If it's a big issue for you, then don't make any excuses for that.
Steffy
CO-cl of Is It Meant to Be?
One last thing.
If he's willing to TRY to make more time with you, then I'd give him that chance. And if he can't, don't blame him (like you did the first time), if you end things.
You said, "I told him maybe he needed freedom right now"
If you end things, I would tell him that "*I* need more time from you, and it's unfortunate that I am just that type of person, and you're not able to accomodate me. It's not you....I just need someone who can give me the time I need".
And leave it at that. Dont' feel guilty for the things YOU want and deserve......espeically if you're unhappy. HUGs. I know that doesn't make it any easier if you do decide to leave him.
Coming from a female professional who works a ton of hours....when I am interested in a guy, I make time for him, simple as that. Sometimes it is hard to balance work with a personal life, but it is really about finding that balance. Figuring out how to work 13, 14, 15 hours a day, plus have a social life, plus have a personal life.
When I am not really all that interested in pursuing something with whomever I am seeing, I really don't make the effort, or sacrifice my alone time, time with friends, and time for other activities. When I am interested, I do what I can to see my guy -- cutting out my alone time and time for other activities to see him. There are times when I don't get out of work until 9 and am totally exhausted and only want my bed, but I go over to his place or he comes to mine and we hang out for whatever time we have. I also refuse to work 7 days a week, so Sundays are usually devoted to him, as well.
I am not saying your guy isn't into you. It may be a situation where he hasn't figured out the balance yet (trust me, it is VERY difficult to do).....But, there is always time if he wants to make the time. But, if the little time that he does have is not enough for you, then leaving is probably the right thing to do. It all depends on what you want and how much you need him in your life.
He says he loves you and all but when he has free time he doesn't spend it with you.
What is that really saying?
Right! Thank you.
He made time for me early on but now that we are getting serious he is running away. What can you do?

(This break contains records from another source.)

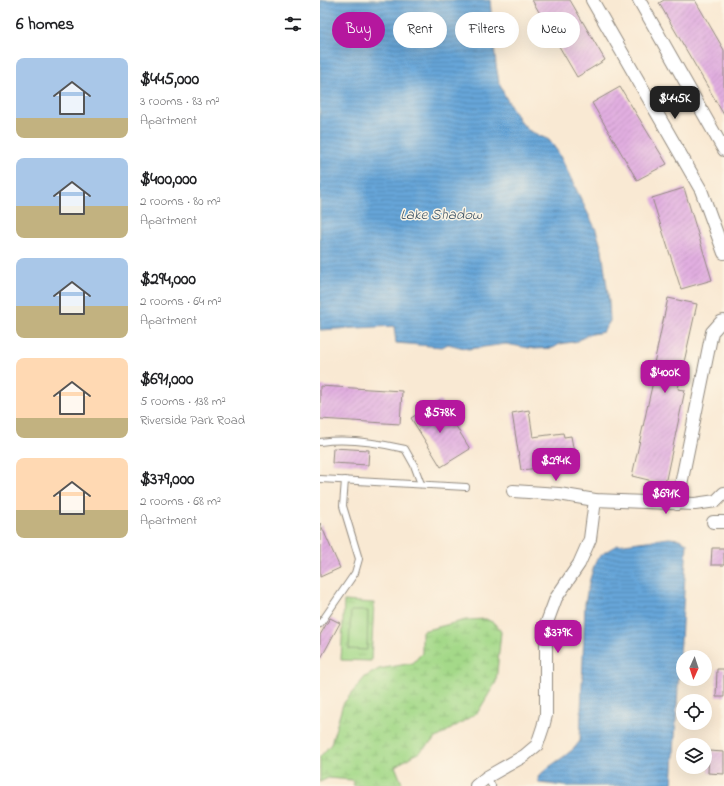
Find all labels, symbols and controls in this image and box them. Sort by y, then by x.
text: 6 homes [16,12,74,37]
chip: Buy [332,12,385,48]
chip: Rent [393,12,447,48]
chip: Filters [455,12,519,48]
chip: New [527,12,580,48]
icon: filters [282,13,304,35]
text: $445,000 [140,67,199,92]
icon: home [48,74,96,122]
pin: $445K [647,86,703,120]
text: $445K [659,89,691,108]
text: 3 rooms · 83 m² [140,92,220,111]
text: Apartment [140,111,197,130]
text: $400,000 [140,167,197,192]
icon: home [48,174,96,222]
text: 2 rooms · 80 m² [140,192,221,211]
water label: Lake Shadow [400,204,482,226]
text: Apartment [140,211,197,230]
text: $294,000 [140,267,196,292]
icon: home [48,274,96,322]
text: 2 rooms · 64 m² [140,292,222,311]
text: Apartment [140,311,197,330]
pin: $400K [637,360,693,394]
text: $400K [650,363,680,382]
text: $691,000 [140,367,193,392]
icon: home [48,374,96,422]
text: 5 rooms · 138 m² [140,392,226,411]
pin: $578K [412,400,468,434]
text: $578K [424,403,456,422]
text: Riverside Park Road [140,411,245,430]
pin: $294K [528,448,584,482]
text: $294K [541,451,571,470]
text: $379,000 [140,467,194,492]
icon: home [48,474,96,522]
pin: $691K [638,481,694,515]
text: $691K [652,484,680,503]
text: 2 rooms · 68 m² [140,492,221,511]
text: Apartment [140,511,197,530]
pin: $379K [530,620,586,654]
text: $379K [544,623,572,642]
north arrow [676,650,712,686]
map controls [676,650,712,774]
button: locate [676,694,712,730]
button: layers [676,738,712,774]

ok - see those are things that he could probably include you in somewhat. so he's got no time, doesnt spend his free time with you, and spends it doing things that you could probably do with him. that doesnt sound so good.
i know what it's like to date someone with an insane work schedule and it can be extremely frustrating, in fact, i didnt put up with it for too long before i became frustrated and started dating other guys.
my suggestion would be to tell him that you arent getting what you need - TIME - and that you are going to date others. then do that.
good luck!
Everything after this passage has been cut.